(Data supplied):
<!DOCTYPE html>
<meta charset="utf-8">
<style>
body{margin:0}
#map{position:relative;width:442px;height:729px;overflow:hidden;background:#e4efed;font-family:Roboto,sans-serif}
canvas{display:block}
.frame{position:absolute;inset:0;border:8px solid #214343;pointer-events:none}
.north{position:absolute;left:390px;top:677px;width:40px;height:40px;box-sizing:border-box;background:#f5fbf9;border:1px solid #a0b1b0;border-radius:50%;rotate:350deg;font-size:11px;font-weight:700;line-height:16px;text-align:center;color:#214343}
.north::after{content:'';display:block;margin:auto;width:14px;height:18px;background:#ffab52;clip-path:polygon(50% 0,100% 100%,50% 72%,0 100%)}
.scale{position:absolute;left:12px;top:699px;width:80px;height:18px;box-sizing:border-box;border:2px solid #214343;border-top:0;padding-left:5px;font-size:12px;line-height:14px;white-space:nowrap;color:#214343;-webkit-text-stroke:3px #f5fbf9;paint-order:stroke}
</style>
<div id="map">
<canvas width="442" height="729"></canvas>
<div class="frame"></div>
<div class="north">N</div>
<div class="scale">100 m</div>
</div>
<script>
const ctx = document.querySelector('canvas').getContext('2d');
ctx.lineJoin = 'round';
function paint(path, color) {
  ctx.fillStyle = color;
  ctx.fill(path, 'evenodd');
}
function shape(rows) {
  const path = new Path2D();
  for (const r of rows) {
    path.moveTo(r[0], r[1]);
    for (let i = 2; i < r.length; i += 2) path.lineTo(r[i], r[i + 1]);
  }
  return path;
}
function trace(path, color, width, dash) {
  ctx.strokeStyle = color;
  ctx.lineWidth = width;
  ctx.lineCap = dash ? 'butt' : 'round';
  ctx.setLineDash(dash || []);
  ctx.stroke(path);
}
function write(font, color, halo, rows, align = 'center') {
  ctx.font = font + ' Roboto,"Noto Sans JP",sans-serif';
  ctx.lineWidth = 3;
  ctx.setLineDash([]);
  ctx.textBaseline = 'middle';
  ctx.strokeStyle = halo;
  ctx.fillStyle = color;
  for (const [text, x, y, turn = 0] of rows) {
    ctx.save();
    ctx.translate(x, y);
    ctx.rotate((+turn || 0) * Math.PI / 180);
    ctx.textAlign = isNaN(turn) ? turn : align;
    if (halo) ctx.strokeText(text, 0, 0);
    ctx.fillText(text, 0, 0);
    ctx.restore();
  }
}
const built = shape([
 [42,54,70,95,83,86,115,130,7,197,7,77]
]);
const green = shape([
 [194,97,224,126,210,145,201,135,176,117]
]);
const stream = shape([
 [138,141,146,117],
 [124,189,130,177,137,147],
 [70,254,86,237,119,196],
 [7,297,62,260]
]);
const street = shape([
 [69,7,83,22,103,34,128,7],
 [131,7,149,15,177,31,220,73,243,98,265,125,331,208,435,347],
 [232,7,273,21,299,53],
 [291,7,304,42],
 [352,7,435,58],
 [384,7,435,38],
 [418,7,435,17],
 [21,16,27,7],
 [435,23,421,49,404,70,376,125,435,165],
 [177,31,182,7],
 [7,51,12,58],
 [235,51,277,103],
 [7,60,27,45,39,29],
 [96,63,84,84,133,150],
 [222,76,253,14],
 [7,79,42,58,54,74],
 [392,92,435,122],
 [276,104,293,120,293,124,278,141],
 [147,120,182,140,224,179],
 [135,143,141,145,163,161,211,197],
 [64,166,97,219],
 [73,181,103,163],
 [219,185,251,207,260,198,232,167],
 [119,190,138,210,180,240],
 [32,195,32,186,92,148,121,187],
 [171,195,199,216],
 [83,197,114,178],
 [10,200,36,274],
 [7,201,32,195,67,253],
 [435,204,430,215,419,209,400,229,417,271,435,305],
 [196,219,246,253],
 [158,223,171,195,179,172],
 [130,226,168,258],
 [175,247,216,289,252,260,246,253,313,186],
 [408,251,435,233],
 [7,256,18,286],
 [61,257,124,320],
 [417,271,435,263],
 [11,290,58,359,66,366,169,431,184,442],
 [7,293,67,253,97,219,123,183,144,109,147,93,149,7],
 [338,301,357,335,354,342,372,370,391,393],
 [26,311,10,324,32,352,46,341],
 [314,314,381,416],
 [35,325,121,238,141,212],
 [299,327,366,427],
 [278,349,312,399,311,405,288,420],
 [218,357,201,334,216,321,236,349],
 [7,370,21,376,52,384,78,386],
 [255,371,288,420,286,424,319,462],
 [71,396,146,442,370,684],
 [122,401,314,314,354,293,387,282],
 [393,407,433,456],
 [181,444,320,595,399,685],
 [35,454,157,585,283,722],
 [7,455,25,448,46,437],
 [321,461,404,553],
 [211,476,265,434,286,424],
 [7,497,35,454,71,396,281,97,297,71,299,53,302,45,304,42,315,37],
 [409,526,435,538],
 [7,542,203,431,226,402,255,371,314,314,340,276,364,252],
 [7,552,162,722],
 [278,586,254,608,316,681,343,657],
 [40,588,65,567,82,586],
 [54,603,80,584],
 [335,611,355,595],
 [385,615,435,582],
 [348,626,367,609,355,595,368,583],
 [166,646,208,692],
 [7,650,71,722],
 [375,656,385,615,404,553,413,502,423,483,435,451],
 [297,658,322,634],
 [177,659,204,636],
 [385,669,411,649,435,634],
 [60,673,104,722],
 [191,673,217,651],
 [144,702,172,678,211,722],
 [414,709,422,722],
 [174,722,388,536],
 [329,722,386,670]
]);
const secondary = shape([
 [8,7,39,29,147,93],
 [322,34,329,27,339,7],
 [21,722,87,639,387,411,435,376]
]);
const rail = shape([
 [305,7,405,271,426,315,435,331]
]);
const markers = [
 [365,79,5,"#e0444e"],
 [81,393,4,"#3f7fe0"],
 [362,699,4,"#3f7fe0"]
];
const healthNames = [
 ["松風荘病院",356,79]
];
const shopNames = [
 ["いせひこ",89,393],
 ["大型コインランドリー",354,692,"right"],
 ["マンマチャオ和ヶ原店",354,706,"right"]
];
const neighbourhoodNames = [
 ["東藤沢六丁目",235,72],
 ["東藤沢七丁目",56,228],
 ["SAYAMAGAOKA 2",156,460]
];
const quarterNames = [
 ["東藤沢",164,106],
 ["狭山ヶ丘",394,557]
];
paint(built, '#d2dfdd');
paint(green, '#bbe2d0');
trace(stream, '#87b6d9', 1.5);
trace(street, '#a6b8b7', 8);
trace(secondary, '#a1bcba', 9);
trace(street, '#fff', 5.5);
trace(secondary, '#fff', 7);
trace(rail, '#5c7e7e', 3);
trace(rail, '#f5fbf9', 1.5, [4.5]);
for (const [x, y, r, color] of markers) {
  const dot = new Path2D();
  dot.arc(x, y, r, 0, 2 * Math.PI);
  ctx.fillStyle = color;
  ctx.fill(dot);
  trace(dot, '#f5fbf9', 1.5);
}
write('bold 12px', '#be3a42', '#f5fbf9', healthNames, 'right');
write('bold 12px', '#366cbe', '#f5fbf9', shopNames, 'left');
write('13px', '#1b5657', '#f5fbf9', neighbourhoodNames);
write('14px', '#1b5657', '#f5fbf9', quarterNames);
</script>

(Your assignment):
Tally the lines of the material in which the word "rows" appears. Output the count alone.

(Response to this task):
4